As AI systems become larger and more power intensive, electricity availability is increasingly emerging as a determining factor in where new data centre capacity can be built. The involvement of Vistra as Helix’s preferred power provider highlights the growing convergence of the technology and energy sectors.
Vistra operates power generation assets across 18 US states and Washington DC and has executed more than 5,000 megawatts of power purchase agreements with hyperscale operators. Under the Helix model, the company will provide both existing generation capacity and expertise in power development and grid infrastructure.
The arrangement reflects a wider trend across the AI sector, where access to reliable electricity is becoming as important as access to computing hardware. In many regions, power availability and grid interconnection timelines have become critical considerations for new AI deployments.
A new approach to AI infrastructure
Helix will be led by Adam Selipsky, former chief executive of Amazon Web Services, alongside a management team focused on cloud infrastructure, digital infrastructure and energy systems.
NVIDIA will act as a strategic technology partner, supporting deployment of infrastructure aligned with its AI factory architecture. The company said the partnership is intended to support efficiency, lower operational costs and accelerate deployment timelines.
The launch also highlights the increasingly prominent role of institutional investors in shaping AI infrastructure development. Sovereign wealth funds, infrastructure specialists and pension-backed capital are becoming central to financing projects that require long-term investment horizons and substantial upfront expenditure.

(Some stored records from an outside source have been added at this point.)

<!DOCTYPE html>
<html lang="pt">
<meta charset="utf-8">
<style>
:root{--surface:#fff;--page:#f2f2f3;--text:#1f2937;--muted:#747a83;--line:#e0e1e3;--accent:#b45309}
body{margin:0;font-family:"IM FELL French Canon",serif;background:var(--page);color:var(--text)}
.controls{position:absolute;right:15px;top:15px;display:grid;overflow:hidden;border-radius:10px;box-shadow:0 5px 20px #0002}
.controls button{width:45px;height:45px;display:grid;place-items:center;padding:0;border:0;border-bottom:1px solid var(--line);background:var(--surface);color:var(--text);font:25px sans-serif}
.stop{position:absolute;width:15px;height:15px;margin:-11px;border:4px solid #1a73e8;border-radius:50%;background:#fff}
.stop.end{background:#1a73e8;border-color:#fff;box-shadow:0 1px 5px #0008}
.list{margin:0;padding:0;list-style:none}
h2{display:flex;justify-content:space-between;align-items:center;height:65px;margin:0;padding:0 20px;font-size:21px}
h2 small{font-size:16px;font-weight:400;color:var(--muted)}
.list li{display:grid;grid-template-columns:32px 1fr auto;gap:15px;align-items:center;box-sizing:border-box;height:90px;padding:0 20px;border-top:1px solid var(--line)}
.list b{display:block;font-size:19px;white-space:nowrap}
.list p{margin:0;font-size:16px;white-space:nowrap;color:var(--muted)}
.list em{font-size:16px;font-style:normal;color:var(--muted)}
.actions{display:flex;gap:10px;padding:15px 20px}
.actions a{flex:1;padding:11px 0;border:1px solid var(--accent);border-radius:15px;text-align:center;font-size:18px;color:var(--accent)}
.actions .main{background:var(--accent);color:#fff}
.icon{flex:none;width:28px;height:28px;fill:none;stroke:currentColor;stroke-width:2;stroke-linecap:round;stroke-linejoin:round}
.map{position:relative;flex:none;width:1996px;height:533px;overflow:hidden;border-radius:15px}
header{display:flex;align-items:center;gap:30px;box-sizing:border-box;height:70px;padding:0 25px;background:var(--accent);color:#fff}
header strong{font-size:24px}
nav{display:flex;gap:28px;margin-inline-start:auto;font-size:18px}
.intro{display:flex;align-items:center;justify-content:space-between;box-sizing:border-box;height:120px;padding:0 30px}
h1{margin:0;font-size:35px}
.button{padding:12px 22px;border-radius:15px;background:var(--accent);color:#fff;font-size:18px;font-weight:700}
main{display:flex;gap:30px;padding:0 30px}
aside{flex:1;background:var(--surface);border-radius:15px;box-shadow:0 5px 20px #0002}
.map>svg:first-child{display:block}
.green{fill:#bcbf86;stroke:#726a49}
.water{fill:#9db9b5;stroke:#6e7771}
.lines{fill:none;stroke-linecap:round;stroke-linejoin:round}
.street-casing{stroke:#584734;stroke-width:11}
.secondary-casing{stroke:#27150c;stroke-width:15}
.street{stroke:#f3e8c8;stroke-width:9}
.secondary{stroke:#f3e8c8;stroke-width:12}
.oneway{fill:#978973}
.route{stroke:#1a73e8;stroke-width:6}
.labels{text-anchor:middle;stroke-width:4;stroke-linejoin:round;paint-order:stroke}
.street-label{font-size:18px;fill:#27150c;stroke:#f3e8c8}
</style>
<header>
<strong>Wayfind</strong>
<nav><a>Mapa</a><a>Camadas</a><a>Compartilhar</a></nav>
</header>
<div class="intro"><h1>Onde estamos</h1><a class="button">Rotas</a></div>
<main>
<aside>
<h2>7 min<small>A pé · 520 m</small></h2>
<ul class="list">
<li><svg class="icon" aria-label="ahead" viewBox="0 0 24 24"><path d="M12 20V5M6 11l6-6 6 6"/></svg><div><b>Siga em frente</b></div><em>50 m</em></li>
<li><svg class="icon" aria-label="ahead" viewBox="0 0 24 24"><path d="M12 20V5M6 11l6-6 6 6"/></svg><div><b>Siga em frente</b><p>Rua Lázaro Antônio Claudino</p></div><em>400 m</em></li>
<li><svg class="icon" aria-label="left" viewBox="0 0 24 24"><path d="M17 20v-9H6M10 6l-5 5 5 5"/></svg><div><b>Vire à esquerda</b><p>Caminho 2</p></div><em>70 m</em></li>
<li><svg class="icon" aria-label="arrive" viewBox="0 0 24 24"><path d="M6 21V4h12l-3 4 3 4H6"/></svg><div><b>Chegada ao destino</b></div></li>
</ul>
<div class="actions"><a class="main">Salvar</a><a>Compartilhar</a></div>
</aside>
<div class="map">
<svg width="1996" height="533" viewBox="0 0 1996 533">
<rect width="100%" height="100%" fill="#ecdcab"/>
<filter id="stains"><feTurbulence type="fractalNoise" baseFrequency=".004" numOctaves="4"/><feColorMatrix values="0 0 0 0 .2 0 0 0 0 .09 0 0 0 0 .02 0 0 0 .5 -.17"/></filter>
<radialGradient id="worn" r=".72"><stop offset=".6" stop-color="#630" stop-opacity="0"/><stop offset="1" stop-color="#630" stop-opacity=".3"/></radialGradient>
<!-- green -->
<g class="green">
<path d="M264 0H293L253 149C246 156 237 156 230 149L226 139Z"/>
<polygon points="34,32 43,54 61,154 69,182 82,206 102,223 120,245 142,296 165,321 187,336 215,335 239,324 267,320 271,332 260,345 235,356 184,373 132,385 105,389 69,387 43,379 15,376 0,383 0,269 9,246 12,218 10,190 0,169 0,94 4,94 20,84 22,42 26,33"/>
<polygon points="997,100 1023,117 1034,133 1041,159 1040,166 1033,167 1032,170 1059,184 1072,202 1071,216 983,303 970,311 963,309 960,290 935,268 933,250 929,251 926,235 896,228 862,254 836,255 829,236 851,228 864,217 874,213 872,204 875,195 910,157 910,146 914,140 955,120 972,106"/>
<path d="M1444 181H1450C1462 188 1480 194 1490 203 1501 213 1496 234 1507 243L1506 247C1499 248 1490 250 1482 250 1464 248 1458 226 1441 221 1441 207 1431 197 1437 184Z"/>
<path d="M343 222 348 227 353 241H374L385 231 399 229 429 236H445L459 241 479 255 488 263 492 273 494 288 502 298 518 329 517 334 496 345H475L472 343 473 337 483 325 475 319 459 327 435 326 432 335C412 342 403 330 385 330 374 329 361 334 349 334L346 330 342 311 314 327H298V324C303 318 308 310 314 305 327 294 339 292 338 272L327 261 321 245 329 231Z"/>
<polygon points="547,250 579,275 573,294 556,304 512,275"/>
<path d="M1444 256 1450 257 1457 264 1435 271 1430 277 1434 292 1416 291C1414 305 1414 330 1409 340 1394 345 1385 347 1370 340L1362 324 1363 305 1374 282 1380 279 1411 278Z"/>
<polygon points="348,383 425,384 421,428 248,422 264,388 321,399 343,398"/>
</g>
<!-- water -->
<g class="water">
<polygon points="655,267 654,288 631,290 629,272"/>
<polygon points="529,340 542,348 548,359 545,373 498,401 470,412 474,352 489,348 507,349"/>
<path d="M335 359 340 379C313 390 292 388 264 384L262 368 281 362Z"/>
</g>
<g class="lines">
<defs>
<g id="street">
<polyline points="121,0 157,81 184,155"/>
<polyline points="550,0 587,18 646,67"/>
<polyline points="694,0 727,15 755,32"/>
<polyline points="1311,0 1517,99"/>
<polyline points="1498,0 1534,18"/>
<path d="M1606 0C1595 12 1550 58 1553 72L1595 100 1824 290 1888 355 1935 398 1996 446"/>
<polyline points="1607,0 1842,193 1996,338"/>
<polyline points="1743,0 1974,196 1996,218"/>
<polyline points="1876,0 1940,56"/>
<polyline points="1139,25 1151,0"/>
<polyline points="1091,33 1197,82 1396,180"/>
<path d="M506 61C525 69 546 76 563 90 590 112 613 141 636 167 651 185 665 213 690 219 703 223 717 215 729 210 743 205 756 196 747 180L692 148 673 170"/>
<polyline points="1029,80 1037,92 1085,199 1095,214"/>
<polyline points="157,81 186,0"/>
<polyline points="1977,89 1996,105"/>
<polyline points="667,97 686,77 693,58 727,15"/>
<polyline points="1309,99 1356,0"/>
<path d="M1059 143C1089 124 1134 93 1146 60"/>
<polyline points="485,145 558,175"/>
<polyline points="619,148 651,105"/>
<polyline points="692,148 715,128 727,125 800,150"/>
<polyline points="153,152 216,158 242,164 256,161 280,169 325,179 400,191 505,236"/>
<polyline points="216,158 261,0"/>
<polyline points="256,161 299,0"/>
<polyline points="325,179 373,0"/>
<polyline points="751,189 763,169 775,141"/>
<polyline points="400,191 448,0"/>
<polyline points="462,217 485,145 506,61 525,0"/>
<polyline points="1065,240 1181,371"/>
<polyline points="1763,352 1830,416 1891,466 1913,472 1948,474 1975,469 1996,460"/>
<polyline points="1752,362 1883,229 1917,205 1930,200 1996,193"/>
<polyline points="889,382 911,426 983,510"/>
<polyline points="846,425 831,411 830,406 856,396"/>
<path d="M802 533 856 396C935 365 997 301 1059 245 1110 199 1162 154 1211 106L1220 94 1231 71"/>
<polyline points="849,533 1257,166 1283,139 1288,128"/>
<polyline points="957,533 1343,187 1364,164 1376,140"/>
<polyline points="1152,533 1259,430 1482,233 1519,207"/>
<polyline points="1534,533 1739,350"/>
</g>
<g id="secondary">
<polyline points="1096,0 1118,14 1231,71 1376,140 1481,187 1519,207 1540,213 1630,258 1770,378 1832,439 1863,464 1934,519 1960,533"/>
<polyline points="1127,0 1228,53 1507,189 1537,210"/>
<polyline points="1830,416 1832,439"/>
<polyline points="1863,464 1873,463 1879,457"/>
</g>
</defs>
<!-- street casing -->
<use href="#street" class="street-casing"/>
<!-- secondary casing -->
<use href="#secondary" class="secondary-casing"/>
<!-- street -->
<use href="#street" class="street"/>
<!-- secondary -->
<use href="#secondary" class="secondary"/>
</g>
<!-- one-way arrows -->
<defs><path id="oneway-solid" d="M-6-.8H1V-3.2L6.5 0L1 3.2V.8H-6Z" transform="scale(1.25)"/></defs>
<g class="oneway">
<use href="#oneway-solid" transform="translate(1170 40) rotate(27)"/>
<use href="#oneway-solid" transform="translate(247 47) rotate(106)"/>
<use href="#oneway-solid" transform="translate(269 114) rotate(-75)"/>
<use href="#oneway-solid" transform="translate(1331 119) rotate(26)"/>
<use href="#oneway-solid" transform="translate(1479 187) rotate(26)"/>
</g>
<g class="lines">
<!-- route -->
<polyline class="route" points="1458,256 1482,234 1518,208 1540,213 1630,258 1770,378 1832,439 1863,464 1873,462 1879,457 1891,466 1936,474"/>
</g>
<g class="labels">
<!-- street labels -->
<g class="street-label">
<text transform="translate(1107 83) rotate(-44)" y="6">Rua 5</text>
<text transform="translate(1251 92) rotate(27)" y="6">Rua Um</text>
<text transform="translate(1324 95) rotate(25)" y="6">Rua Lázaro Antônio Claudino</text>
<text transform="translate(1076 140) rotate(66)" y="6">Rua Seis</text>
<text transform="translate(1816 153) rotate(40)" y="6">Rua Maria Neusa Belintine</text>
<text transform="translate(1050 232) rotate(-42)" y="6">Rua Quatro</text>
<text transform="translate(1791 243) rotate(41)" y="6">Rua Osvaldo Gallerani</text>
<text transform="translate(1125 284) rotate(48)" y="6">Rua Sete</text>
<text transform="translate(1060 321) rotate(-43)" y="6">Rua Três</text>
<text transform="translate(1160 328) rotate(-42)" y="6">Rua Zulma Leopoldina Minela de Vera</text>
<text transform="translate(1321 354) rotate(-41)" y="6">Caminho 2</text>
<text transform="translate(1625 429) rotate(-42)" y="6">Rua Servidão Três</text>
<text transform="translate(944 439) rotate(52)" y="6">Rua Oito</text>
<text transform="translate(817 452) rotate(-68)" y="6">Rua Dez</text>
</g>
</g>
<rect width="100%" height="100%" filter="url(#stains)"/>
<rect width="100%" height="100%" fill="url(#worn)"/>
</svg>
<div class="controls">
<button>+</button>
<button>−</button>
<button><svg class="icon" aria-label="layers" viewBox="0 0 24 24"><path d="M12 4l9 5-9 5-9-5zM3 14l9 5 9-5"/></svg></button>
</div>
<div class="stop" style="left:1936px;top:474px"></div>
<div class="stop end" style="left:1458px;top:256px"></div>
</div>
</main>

As AI adoption accelerates across industries, the focus of the market is gradually shifting from individual technology announcements towards the practical realities of delivering the infrastructure that underpins them. The creation of Helix suggests that the next phase of the AI economy may be defined not only by advances in software and semiconductors, but by the ability to coordinate the power systems, data centres and networks on which those technologies depend.
Helix is launching with access to more than $10 billion in committed capital and is open to additional eligible institutional investors following the completion of its founding commitments.